No? But we do online. A lot. And I think it comes from applying that 1:1 meatspace ratio. I mean, think of someone you've been friends with for five years and have seen nearly every single day. How well do you know them? How well do you understand them and their quirks and behaviours? How much do you know about what they're going through in their personal life? And how much does the affect the slack you cut them or how comfortable you are with calling them on things? Now, think of someone you've been Facebook friends with or followed on Twitter for 5 years and you've seen their posts nearly every single day. Aren't those relationships different? Aren't those interactions different?

If they are, then why do we tend to treat them the same way? If they are, we do we react to them the same way?

April 14, 2016

What Steinbeck Said...

"I guess the trouble was that we didn’t have any self-admitted proletarians. Everyone was a temporarily embarrassed capitalist. Maybe the Communists so closely questioned by the investigation committees were a danger to America, but the ones I knew—at least they claimed to be Communists—couldn’t have disrupted a Sunday-school picnic. Besides they were too busy fighting among themselves.”

April 11, 2016


Art by Alexandre Salles
Between Frank Miller's right-wing psychopath and Snyder’s Ayn Rand-fueled bro hero, it occurs to me that someday I must pitch my own left-leaning miniseries to DC:


By day, Bruce Wayne is the entitled and ridiculously rich douchebag sending all of Gotham’s jobs overseas. When night falls, Wayne uses all the billions from his offshore tax havens to fund a violent war against the lower classes...and whoever is foolish enough to be an intellectual in Gotham (why are so many of Batman's villains doctors and professors..?)


Enter the leftist, surrealist, street fighter who calls himself the Joker. Together with his lover who calls him/herself Harley Quinn, this Dynamic Duo is out to keep you from getting beat to death for being poor...

April 8, 2016

Doctor Strange: The Oath

If you're looking to read some Doctor Strange before the film arrives, regardless of whether you're a longtime fan or new to the Sorcerer Supreme, you can't go wrong with Doctor Strange: The Oath by Brian K Vaughan and Marcos Martin.
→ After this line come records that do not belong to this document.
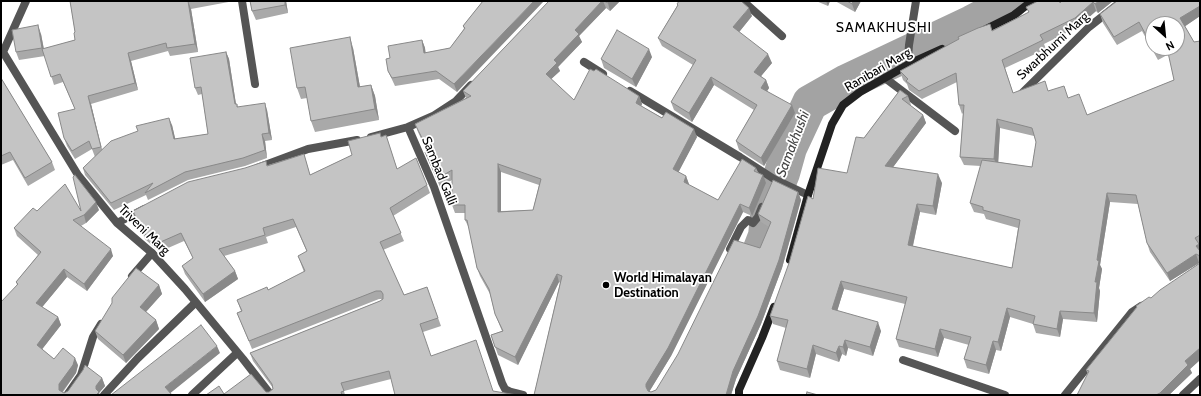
<!DOCTYPE html>
<style>
body{margin:0}
#map{position:relative;width:1201px;height:396px;overflow:hidden;background:#fff;font-family:Cabin,sans-serif}
canvas{display:block}
.frame{position:absolute;inset:0;border:2px solid #000;pointer-events:none}
.north{position:absolute;left:1145px;top:16px;width:40px;height:40px;box-sizing:border-box;background:#fff;border:1px solid #999;border-radius:50%;rotate:153deg;font-size:11px;font-weight:700;line-height:16px;text-align:center;color:#000}
.north::after{content:'';display:block;margin:auto;width:14px;height:18px;background:#000;clip-path:polygon(50% 0,100% 100%,50% 72%,0 100%)}
</style>
<div id="map">
<canvas width="1201" height="396"></canvas>
<div class="frame"></div>
<div class="north">N</div>
</div>
<script>
const context = document.querySelector('canvas').getContext('2d');
context.lineJoin = 'round';
function poly(rows) {
  const path = new Path2D();
  for (const r of rows) {
    path.moveTo(r[0], r[1]);
    for (let i = 2; i < r.length; i += 2) path.lineTo(r[i], r[i + 1]);
  }
  return path;
}
function trace(path, color, width, dash) {
  context.strokeStyle = color;
  context.lineWidth = width;
  context.lineCap = dash ? 'butt' : 'round';
  context.setLineDash(dash || []);
  context.stroke(path);
}
function paint(path, color) {
  context.fillStyle = color;
  context.fill(path, 'evenodd');
}
function label(font, color, halo, rows, align = 'center') {
  context.font = font + ' Cabin,sans-serif';
  context.lineWidth = 3.5;
  context.setLineDash([]);
  context.textBaseline = 'middle';
  context.strokeStyle = halo;
  context.fillStyle = color;
  for (const [text, x, y, turn = 0] of rows) {
    context.save();
    context.translate(x, y);
    context.rotate((+turn || 0) * Math.PI / 180);
    context.textAlign = isNaN(turn) ? turn : align;
    if (halo) context.strokeText(text, 0, 0);
    context.fillText(text, 0, 0);
    context.restore();
  }
}
const river = poly([
 [749,280,766,236,769,206,782,173,789,148,810,103,847,82,972,23,1004,6,1010,1]
]);
const lane = poly([
 [132,276,152,253],
 [67,395,81,375,93,337,101,324],
 [104,395,138,358,195,303],
 [192,395,237,353]
]);
const street = poly([
 [26,1,3,52,78,175,117,223,152,253,185,289,243,359,271,395],
 [242,1,255,84],
 [743,1,782,36],
 [584,62,603,74],
 [911,63,908,58,909,45,916,1],
 [885,78,955,131],
 [471,85,456,101,433,116,408,127,434,187,502,383,505,389,511,392,523,395],
 [630,91,740,157,774,179,808,195],
 [1020,95,1089,27,1122,1],
 [371,137,408,127],
 [257,168,308,149,357,140],
 [117,223,144,209],
 [730,249,741,227,748,220,753,223,758,217,762,207],
 [903,360,1005,395],
 [1065,395,1132,312,1141,306],
 [1183,395,1200,379]
]);
const secondary = poly([
 [982,31,1014,15,1032,1],
 [790,260,808,195,832,124,843,105,860,92,911,63,942,49],
 [739,395,739,390,762,338,774,307]
]);
const wall = poly([
 [70,1,234,1,191,9,198,52,170,56,168,51,131,61,138,90,91,104,102,149,172,125,175,139,208,134,202,94,198,95,195,88,226,52,229,59,236,104,237,104,238,107,267,110,272,140,265,141,267,158,245,166,188,180,148,200,146,195,114,210,85,175,83,168,95,157,92,149,75,159,67,146,64,138,75,109,63,82,54,85,45,56,19,60,16,52,41,34,44,49,75,40,75,32],
 [250,1,286,1,288,13,256,20,252,11],
 [483,1,457,92,439,79,395,86,388,71,390,58,422,40,425,48,425,53,450,48,464,29,463,26],
 [549,1,620,1,610,11,606,8,579,36,582,42,558,67,560,71,551,79,574,100,639,96,642,104,641,106,697,137,678,172,686,176,689,185,718,200,756,168,758,172,766,183,753,214,752,216,743,212,671,356,649,392,651,392,656,390,760,248,769,227,761,222,758,214,798,192,801,200,782,268,761,324,736,379,731,395,534,395,560,283,559,282,518,365,498,355,491,335,502,331,495,314,490,294,480,276,477,268,469,228,465,220,465,213,455,213,452,205,452,180,440,187,425,152,427,151,418,132,415,124,466,98,463,91],
 [501,172,539,185,533,210,501,211],
 [816,1,830,1,828,6],
 [835,1,861,1,855,12],
 [1113,1,1098,13,1096,11,1078,27,1044,44,1046,49,1005,68,1013,93,1048,91,1068,98,1087,115,1174,80,1169,54,1158,60,1142,31,1117,45,1103,23,1100,14,1200,1,1200,16,1185,26,1194,42,1200,41,1200,263,1199,263,1170,281,1150,252,1147,243,1138,204,1110,202,1100,265,1102,269,1099,288,1100,291,1097,322,1063,319,1060,337,1036,333,1033,324,1010,317,1001,351,996,350,989,374,967,368,964,359,969,345,944,338,938,357,899,347,896,339,905,304,844,289,837,311,881,331,873,356,848,348,846,356,842,354,839,362,816,354,810,378,780,370,777,361,786,328,773,324,770,316,813,199,847,173,864,138,900,90,908,96,911,105,910,105,923,115,926,123,893,167,942,183,936,215,920,212,913,246,1012,268,1018,228,986,219,984,214,974,212,970,203,981,166,964,165,960,157,963,113,962,114,959,105,957,82,922,99,909,90,907,84,903,80,900,71,993,30,1029,13,1026,7,1060,3],
 [1177,24,1177,48,1153,48],
 [1000,128,1034,136,1036,142,1032,167,998,162],
 [677,4,752,16,739,32,772,63,761,76,766,80,769,88,767,91,795,113,764,166,739,150,736,141,754,110,714,85,692,122,674,110,671,102,693,65,662,46,658,38,677,6],
 [353,48,360,87,371,85,375,96,379,120,315,132,311,121,307,98,301,99,297,88],
 [652,57,636,87,604,68,601,59],
 [1,78,52,162,55,170,28,186,13,160,1,165],
 [380,133,381,137,386,135,397,169,427,185,430,193,393,216,404,241,383,250,404,295,427,287,441,326,423,332,391,379,344,391,345,395,206,395,266,392,269,392,273,389,273,388,253,361,250,353,380,301,382,299,379,299,252,349,237,313,241,311,237,300,268,290,304,272,298,256,307,252,296,227,266,237,268,243,224,256,235,271,238,279,205,302,185,274,182,266,193,258,184,241,159,252,145,239,133,211,268,165,304,154,310,175,352,155],
 [99,210,86,223,81,226,113,256,87,291,67,277,42,307,58,317,61,325,42,349,54,359,78,365,76,373,63,392,64,393,102,378,105,386,99,393,100,395,1,395,17,285,16,282,38,255,17,236,14,228,37,211],
 [1200,263,1200,360,1190,369,1192,373,1169,395,1077,395,1088,374,1086,370,1136,308,1136,306,1151,298],
 [159,285,162,294,146,312,156,320,159,329,126,363,98,339,95,331]
]);
const shadedWall = poly([
 [188,1,191,9,198,52,195,44],
 [285,1,286,1,288,13,285,5],
 [534,1,544,1,457,92,454,84],
 [602,1,603,1,606,8,579,36,582,42,558,67,560,71,548,82,546,74,554,60,575,30],
 [610,1,620,1,610,11,608,3],
 [826,1,830,1,828,6],
 [853,1,861,1,855,12,852,4],
 [1099,1,1113,1,1098,13,1095,4],
 [1093,2,1096,11,1078,27,1075,18],
 [1200,6,1200,16,1184,27,1180,18],
 [749,8,752,16,736,36,733,27],
 [38,25,41,34,45,56,42,48],
 [350,37,353,48,362,98,358,87],
 [422,40,425,48,427,61,424,53],
 [649,49,652,57,636,87,632,79],
 [226,52,229,59,237,111,235,104],
 [128,53,131,61,138,90,135,83],
 [768,54,772,63,757,81,754,72],
 [711,77,714,85,692,122,689,113],
 [766,80,769,88,764,96,761,88],
 [371,85,375,96,379,120,375,109],
 [88,96,91,104,103,155,101,147],
 [639,96,642,104,639,111,636,103],
 [265,103,267,110,272,140,269,133],
 [792,105,795,113,764,166,761,158],
 [923,115,926,123,888,174,885,166],
 [169,118,172,125,177,146,174,139],
 [997,119,1000,128,998,168,994,159],
 [694,129,697,137,676,177,673,169],
 [262,134,265,141,267,158,265,150],
 [498,164,501,172,501,220,498,212],
 [938,174,942,183,936,215,933,206],
 [763,175,766,183,753,214,752,216,749,208],
 [686,176,689,184,687,190,684,182],
 [798,192,801,200,782,268,761,324,736,379,731,395,726,395,733,371],
 [1107,193,1110,202,1100,265,1102,269,1099,288,1100,291,1097,322,1094,313,1095,282,1097,260],
 [96,202,99,210,86,223,84,215],
 [740,204,743,212,671,356,649,392,649,395,646,387,646,384],
 [917,204,920,212,911,254,908,245],
 [1199,244,1200,247,1200,254,1196,246],
 [111,249,113,256,87,291,84,284],
 [1196,254,1199,263,1170,281,1167,273],
 [64,269,67,277,39,311,36,303],
 [235,271,238,279,205,302,203,294],
 [557,274,559,282,518,365,515,357],
 [841,281,844,289,835,318,832,309],
 [159,285,162,294,143,315,140,307],
 [1007,308,1010,317,1001,351,998,342],
 [1060,311,1063,319,1060,337,1057,329],
 [58,317,61,325,40,352,37,345],
 [156,320,159,329,126,363,123,355],
 [878,322,881,331,873,356,870,347],
 [940,329,944,338,938,357,935,349],
 [845,340,848,348,846,356,843,347],
 [993,341,996,350,989,374,986,365],
 [813,345,816,354,810,378,807,369],
 [217,346,220,353,168,395,165,387],
 [839,346,842,354,839,362,836,353],
 [1200,348,1200,360,1190,369,1192,373,1169,395,1161,395,1160,393,1185,361],
 [75,358,78,365,76,373,62,392,59,390,59,384],
 [102,378,105,386,99,393,100,395,96,395,96,386]
]);
const building = poly([
 [70,1,188,1,195,44,167,48,166,43,128,53,135,83,88,96,101,147,92,149,89,141,72,151,64,138,58,113,75,109,60,74,51,77,42,49,75,40,74,33,75,32,70,1],
 [250,1,285,1,285,5,252,11,250,1],
 [483,1,534,1,454,84,436,71,392,78,388,71,386,59,390,58,388,46,422,40,424,53,450,48,465,28,463,26,483,1],
 [549,1,602,1,575,30,579,34,554,60,557,63,546,74,574,100,590,69,594,71,596,69,639,96,636,103,662,118,666,112,694,129,673,169,686,176,684,182,718,200,742,159,756,168,754,171,763,175,750,206,749,208,740,204,668,348,646,384,646,387,648,391,651,392,656,390,678,354,734,240,760,248,771,222,758,214,773,180,798,192,779,260,758,316,733,371,726,395,534,395,562,276,557,274,515,357,495,347,491,335,503,331,495,314,489,289,477,268,467,220,465,220,465,205,452,205,452,170,437,179,425,152,428,150,415,124,471,96,463,91,549,1],
 [498,164,541,179,533,210,498,212,498,164],
 [604,1,610,1,608,3,604,1],
 [679,1,741,1,749,8,733,27,768,54,754,72,766,80,761,88,792,105,761,158,736,141,757,105,711,77,689,113,671,102,696,60,658,38,678,5,677,4,679,1],
 [847,1,853,1,852,4,847,1],
 [1038,1,1059,1,1060,3,1062,1,1099,1,1095,4,1093,2,1075,18,1040,35,1043,40,1002,60,1013,93,1045,81,1048,91,1064,86,1068,98,1079,94,1087,115,1174,80,1167,48,1177,48,1177,24,1153,24,1153,48,1139,22,1114,37,1100,14,1117,1,1200,1,1200,6,1180,18,1194,42,1200,41,1200,235,1195,238,1199,244,1196,246,1200,251,1200,256,1196,254,1167,273,1147,243,1136,195,1107,193,1097,260,1099,261,1095,282,1097,282,1094,313,1060,311,1057,329,1033,324,1035,316,1007,308,998,342,993,341,986,365,964,359,971,337,940,329,935,349,896,339,907,297,841,281,832,309,878,322,870,347,845,340,843,347,839,346,836,353,813,345,807,369,777,361,788,320,770,316,789,263,808,196,813,199,818,168,847,173,856,137,864,138,900,90,908,96,902,99,923,115,885,166,938,174,933,206,917,204,908,245,1012,268,1020,220,983,210,983,207,970,203,982,160,1032,167,1036,142,1032,128,997,119,994,159,960,157,964,105,959,105,956,73,919,91,906,81,908,79,900,71,959,39,958,37,978,28,990,24,992,31,1029,12,1026,7,1038,1],
 [38,25,42,48,16,52,12,30,38,25],
 [617,30,649,49,632,79,601,59,617,30],
 [350,37,358,87,371,85,375,109,311,121,305,87,297,88,290,48,350,37],
 [1153,48,1162,48,1155,52,1153,48],
 [226,52,235,104,237,104,237,107,265,103,269,133,262,134,265,150,243,158,185,172,145,193,153,183,111,203,83,168,111,141,138,131,136,126,169,118,174,139,208,134,201,87,195,88,190,58,226,52],
 [1,78,52,162,25,178,10,152,1,156,1,78],
 [380,133,381,137,386,135,397,169,416,158,427,185,390,208,401,233,380,242,404,295,427,287,438,318,420,324,431,356,476,340,493,391,517,395,395,395,389,371,341,383,344,391,341,392,342,395,206,395,219,386,224,394,251,374,266,392,269,392,273,389,272,384,250,353,380,301,383,299,383,294,381,291,376,291,249,341,237,313,242,311,237,300,267,287,268,290,305,271,298,256,307,251,293,219,263,228,265,235,219,249,235,271,203,294,182,266,193,258,181,233,156,244,142,231,133,211,188,182,245,168,266,161,267,166,304,154,310,175,352,155,348,141,380,133],
 [75,175,96,202,84,215,73,220,111,249,84,284,64,269,36,303,58,317,37,345,54,359,63,348,75,358,73,365,59,384,59,390,64,393,68,391,83,370,85,365,102,378,96,386,96,389,99,392,96,395,1,395,1,302,18,284,16,282,41,252,14,228,33,208,37,211,65,184,81,211,73,177,75,175],
 [1200,263,1200,348,1185,361,1188,365,1160,393,1156,395,1077,395,1089,371,1086,370,1137,307,1136,306,1149,297,1151,298,1160,290,1200,263],
 [136,268,159,285,140,307,156,320,123,355,95,331,112,303,112,298,136,268],
 [201,325,217,346,165,387,172,395,111,395,201,325],
 [807,392,818,395,806,395,807,392]
]);
const markers = [
 [606,285,4,"#000"]
];
const streetNames = [
 ["Swarbhumi Marg",1053,46,-43],
 ["Ranibari Marg",878,70,-30],
 ["Sambad Galli",439,171,68],
 ["Triveni Marg",144,230,44]
];
const poiNames = [
 ["World Himalayan",614,278],
 ["Destination",614,293]
];
const neighbourhoodNames = [
 ["SAMAKHUSHI",884,28]
];
const waterNames = [
 ["Samakhushi",793,144,-69]
];
trace(river, '#a3a3a3', 36);
trace(lane, '#555', 8);
trace(street, '#555', 8);
trace(secondary, '#222', 8);
paint(wall, '#a9a9a9');
paint(shadedWall, '#898989');
paint(building, '#c4c4c4');
trace(building, '#898989', 1);
for (const [x, y, r, color] of markers) {
  const dot = new Path2D();
  dot.arc(x, y, r, 0, 2 * Math.PI);
  context.fillStyle = color;
  context.fill(dot);
  trace(dot, '#fff', 1.5);
}
label('13px', '#000', '#fff', streetNames);
label('bold 13px', '#000', '#fff', poiNames, 'left');
context.letterSpacing = '1px';
label('14px', '#000', '#fff', neighbourhoodNames);
context.letterSpacing = '0px';
label('italic 14px', '#444', '#fff', waterNames);
</script>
It's so ridiculously good that I really can't say enough wonderful about it.

April 6, 2016

Confession Time

Yesterday, I saw the Trevor Noah/Debbie Wasserman thing all over my Facebook feed. It’s interesting to me how many different ways it was being read. One group thought Noah really stuck it to Wasserman just by asking her about
cockblocking Sanders. Another group thought he let her run the interview and never asked a hard-hitting follow-up like he was a real newsman (I’d remind you that he’s not and neither was Jon Stewart). Pretty much everyone seemed to be disappointed though that Noah isn’t Jon Stewart. I saw a lot of sites running the "story" asking What Would Jon Stewart Do?
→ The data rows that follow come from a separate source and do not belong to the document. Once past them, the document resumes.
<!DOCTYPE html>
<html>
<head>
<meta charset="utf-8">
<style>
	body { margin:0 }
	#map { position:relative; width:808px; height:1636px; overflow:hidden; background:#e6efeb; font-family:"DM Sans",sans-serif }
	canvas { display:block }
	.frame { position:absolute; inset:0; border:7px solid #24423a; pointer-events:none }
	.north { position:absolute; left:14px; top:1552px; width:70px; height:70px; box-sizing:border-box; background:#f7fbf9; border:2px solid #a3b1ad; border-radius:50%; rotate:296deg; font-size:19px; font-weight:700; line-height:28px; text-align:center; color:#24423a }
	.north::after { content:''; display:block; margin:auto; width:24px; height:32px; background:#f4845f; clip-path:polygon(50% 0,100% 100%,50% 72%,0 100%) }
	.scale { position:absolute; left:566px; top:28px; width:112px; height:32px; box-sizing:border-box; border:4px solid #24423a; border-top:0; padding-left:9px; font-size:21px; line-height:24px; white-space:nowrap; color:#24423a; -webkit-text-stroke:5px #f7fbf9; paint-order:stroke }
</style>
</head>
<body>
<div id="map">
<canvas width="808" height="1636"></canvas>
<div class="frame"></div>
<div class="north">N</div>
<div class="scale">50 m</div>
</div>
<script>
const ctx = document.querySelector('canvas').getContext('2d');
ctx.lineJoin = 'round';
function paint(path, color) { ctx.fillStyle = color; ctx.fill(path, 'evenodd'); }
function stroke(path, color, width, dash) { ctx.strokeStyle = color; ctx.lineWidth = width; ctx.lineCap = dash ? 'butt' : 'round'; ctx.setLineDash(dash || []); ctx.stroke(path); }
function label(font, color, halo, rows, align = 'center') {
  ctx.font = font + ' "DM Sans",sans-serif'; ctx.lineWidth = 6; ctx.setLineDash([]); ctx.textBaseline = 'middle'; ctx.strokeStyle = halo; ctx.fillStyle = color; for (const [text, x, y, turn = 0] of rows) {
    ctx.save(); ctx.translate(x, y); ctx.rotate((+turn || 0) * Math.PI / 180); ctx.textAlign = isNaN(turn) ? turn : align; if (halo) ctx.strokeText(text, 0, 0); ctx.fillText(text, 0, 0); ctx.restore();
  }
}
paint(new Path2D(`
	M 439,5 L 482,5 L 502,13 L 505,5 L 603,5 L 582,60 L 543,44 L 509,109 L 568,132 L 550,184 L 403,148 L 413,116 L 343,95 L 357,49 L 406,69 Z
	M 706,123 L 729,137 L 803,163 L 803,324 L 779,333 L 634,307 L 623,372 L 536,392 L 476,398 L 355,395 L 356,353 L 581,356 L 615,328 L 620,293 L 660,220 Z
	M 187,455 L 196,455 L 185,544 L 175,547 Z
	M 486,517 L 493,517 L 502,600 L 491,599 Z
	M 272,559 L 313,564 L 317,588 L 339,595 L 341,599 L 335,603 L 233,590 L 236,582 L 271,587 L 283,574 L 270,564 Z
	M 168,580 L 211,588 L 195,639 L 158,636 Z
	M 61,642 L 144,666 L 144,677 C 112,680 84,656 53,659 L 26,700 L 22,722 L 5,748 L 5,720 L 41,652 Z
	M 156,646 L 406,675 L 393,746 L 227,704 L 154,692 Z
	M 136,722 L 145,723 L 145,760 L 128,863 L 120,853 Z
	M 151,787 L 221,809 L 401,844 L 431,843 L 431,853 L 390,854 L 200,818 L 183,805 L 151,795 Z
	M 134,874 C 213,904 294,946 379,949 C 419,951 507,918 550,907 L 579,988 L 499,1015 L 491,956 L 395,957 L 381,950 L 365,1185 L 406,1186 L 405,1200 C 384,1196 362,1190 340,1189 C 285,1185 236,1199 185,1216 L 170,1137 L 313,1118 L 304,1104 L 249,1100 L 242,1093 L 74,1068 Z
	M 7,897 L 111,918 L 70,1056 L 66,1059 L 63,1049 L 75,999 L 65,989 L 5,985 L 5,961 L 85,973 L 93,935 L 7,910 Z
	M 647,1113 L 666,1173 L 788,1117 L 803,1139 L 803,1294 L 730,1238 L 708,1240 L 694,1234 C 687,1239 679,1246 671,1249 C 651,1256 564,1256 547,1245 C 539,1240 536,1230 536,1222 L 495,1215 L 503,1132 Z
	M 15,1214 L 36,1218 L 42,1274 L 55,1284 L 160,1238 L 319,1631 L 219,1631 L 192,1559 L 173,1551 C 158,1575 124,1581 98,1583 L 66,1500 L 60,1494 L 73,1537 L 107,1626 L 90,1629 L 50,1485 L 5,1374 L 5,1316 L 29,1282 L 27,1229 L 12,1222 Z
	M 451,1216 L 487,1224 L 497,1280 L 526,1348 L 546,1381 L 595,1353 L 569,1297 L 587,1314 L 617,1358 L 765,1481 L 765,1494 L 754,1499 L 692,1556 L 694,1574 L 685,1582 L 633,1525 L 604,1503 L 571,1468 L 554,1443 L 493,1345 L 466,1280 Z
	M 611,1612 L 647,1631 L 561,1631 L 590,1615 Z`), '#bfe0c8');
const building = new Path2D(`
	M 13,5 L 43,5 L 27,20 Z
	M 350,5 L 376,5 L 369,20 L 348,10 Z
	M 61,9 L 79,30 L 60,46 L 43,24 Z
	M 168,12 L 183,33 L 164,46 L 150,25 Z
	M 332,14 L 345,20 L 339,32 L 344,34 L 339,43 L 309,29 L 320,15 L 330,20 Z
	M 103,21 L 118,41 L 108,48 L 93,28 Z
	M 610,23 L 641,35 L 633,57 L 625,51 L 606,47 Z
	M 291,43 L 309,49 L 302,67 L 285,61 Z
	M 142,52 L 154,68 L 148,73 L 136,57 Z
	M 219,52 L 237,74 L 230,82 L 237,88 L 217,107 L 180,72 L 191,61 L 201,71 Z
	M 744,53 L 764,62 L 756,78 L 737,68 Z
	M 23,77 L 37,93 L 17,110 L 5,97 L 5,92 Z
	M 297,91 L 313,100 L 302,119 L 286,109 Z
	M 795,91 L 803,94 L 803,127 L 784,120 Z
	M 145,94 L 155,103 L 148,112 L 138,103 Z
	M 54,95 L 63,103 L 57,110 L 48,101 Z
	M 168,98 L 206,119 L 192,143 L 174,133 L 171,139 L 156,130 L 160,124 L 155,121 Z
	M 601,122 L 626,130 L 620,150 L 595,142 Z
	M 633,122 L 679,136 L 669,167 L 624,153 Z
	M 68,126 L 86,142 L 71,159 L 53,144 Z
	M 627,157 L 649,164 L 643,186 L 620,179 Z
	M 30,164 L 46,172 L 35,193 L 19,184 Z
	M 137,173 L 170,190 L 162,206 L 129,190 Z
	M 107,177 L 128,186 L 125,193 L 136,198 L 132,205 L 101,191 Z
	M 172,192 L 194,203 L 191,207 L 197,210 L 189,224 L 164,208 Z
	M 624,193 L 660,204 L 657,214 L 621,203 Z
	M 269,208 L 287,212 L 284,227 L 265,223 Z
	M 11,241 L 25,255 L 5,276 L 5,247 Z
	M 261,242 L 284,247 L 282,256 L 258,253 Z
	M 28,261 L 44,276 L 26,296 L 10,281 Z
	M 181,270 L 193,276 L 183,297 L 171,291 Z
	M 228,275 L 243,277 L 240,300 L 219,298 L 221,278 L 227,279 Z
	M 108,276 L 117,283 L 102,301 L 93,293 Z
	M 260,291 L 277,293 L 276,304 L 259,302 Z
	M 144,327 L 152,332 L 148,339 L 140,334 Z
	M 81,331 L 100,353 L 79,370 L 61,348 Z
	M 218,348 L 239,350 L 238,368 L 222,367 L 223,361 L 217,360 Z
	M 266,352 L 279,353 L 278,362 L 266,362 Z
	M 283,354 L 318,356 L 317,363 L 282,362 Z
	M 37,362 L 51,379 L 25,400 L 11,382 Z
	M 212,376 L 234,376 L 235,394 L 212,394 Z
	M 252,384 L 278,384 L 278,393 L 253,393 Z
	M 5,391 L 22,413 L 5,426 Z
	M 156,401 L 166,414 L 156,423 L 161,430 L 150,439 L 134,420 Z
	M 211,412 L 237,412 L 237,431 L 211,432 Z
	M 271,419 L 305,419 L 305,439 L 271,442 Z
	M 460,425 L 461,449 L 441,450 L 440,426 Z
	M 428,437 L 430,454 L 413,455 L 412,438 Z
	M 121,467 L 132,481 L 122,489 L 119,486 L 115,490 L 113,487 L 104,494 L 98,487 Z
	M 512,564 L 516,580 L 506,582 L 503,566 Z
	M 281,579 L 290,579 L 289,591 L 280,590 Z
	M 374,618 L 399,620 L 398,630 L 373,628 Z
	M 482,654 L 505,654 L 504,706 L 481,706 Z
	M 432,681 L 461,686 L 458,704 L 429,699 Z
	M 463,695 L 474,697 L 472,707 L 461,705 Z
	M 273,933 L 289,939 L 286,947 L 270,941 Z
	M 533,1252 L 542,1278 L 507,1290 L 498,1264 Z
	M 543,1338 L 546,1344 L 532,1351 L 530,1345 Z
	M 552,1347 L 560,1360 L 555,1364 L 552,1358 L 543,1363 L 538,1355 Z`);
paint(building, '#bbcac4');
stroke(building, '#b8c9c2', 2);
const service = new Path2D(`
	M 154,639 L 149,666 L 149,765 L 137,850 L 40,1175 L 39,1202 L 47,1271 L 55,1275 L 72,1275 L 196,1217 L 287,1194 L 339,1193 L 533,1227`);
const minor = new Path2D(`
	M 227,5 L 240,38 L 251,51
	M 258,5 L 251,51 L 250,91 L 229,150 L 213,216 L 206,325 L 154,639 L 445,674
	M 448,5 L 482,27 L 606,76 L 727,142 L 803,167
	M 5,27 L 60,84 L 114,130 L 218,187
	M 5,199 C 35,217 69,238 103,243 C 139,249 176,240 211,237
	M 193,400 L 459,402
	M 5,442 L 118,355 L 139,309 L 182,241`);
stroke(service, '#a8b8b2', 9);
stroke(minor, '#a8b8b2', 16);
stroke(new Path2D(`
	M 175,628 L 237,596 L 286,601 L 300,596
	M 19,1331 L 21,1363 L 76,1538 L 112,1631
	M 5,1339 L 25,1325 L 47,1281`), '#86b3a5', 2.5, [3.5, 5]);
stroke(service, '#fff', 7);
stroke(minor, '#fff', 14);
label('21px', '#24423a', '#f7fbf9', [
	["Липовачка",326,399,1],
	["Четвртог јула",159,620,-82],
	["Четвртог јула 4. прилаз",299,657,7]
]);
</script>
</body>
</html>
So we come to confession time: I never got the obsession with Jon Stewart.
I thought Stewart was glib and snarky and condescending and a milquestoast liberal—all reasons why the very people who should support liberals tend to vote the other way. Stewart never broke a single big news story. A Stewart interview never really accomplished anything except to make you feel better. I never bought the notion that the show wasn’t partisan. Mostly, I thought the show was a liberal pep rally and towed the Democratic line. I wasn’t surprised to learn about how often Daily Show staffers would call up the White House for their take on a story, or that one of Obama’s advisors regularly exchanged emails with one of the Daily Show producers (they also happened to be college roommates), or that Stewart himself had secret White House meetings with Obama about stories.

But worst of all, I never thought the Daily Show was particular funny.

So what would Jon Stewart do? The exact same thing that Trevor Noah did. Only you'd love Stewart for it.